(Collected data)

● ● ● ● ● ● ●

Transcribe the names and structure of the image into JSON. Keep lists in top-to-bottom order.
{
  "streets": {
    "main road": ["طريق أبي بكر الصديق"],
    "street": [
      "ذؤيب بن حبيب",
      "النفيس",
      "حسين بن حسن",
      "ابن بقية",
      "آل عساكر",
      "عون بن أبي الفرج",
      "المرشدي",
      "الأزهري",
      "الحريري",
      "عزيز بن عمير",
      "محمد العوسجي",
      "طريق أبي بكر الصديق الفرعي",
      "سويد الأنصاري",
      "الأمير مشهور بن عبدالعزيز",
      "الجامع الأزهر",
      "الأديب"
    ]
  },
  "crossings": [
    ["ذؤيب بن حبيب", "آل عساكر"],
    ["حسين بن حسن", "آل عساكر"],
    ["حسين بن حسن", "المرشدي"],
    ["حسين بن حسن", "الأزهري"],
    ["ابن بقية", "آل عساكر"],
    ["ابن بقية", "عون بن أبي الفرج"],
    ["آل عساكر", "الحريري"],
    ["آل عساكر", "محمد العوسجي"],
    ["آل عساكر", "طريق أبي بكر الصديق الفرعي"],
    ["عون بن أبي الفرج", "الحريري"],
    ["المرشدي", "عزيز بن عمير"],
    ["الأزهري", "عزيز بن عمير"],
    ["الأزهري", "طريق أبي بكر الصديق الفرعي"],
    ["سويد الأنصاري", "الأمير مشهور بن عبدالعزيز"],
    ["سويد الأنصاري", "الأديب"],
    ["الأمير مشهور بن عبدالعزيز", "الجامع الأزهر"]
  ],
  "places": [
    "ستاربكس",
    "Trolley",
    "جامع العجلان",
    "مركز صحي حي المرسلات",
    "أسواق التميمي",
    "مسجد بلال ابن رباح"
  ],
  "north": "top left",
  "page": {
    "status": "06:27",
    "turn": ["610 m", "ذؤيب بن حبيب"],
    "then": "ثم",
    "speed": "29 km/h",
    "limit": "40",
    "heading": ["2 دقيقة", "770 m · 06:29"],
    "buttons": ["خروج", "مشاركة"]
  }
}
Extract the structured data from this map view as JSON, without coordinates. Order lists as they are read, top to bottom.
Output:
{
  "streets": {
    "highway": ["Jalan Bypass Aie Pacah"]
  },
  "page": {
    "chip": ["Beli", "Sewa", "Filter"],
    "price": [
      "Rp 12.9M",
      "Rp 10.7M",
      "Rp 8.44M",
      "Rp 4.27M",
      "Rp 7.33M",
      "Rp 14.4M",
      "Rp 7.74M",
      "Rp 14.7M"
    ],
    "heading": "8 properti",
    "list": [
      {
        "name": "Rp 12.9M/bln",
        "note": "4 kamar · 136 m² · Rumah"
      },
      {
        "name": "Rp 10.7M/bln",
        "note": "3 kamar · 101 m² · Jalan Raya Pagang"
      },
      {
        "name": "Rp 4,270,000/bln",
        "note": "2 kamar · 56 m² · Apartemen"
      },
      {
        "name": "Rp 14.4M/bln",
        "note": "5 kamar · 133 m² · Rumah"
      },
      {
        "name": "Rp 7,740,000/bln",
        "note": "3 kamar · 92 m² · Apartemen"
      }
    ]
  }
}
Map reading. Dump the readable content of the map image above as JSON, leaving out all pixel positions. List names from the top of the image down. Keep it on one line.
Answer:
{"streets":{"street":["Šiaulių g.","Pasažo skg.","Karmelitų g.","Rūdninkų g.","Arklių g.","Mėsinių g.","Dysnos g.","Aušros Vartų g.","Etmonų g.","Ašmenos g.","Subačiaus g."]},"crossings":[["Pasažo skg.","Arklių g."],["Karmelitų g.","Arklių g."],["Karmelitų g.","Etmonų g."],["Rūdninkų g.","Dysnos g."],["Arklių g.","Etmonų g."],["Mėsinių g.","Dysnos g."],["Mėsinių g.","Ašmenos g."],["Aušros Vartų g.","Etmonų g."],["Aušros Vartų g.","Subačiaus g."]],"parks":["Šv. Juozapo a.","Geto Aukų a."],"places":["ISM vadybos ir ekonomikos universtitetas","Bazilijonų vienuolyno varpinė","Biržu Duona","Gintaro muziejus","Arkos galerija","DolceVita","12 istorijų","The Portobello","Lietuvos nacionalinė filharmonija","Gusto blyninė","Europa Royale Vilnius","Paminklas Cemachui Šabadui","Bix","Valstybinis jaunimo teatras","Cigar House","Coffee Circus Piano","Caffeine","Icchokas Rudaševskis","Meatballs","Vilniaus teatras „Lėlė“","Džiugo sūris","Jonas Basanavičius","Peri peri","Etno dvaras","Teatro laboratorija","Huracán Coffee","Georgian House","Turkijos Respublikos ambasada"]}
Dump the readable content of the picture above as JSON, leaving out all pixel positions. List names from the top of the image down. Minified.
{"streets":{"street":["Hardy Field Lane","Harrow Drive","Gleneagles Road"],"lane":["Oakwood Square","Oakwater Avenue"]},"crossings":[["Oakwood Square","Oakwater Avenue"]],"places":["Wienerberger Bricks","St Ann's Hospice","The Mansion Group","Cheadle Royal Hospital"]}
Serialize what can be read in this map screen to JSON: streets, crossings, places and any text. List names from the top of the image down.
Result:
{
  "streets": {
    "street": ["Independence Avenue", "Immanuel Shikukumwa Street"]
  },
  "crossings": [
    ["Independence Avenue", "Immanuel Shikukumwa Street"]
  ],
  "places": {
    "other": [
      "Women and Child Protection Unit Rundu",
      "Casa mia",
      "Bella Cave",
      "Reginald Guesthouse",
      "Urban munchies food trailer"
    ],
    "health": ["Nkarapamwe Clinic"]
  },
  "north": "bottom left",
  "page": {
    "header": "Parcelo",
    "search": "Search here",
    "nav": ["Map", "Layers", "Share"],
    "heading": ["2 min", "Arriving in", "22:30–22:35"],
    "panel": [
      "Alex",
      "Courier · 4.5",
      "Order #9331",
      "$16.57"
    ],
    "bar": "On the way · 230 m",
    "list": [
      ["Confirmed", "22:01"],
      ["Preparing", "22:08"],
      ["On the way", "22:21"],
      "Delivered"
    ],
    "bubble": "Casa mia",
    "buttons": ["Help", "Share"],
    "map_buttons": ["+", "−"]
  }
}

● ● ● ● ● ● ●

- PROBLEM DESCRIPTION
Show all lines in the entries above where the word "حسين" appears.

- EXERCISE OUTPUT
      "حسين بن حسن",
    ["حسين بن حسن", "آل عساكر"],
    ["حسين بن حسن", "المرشدي"],
    ["حسين بن حسن", "الأزهري"],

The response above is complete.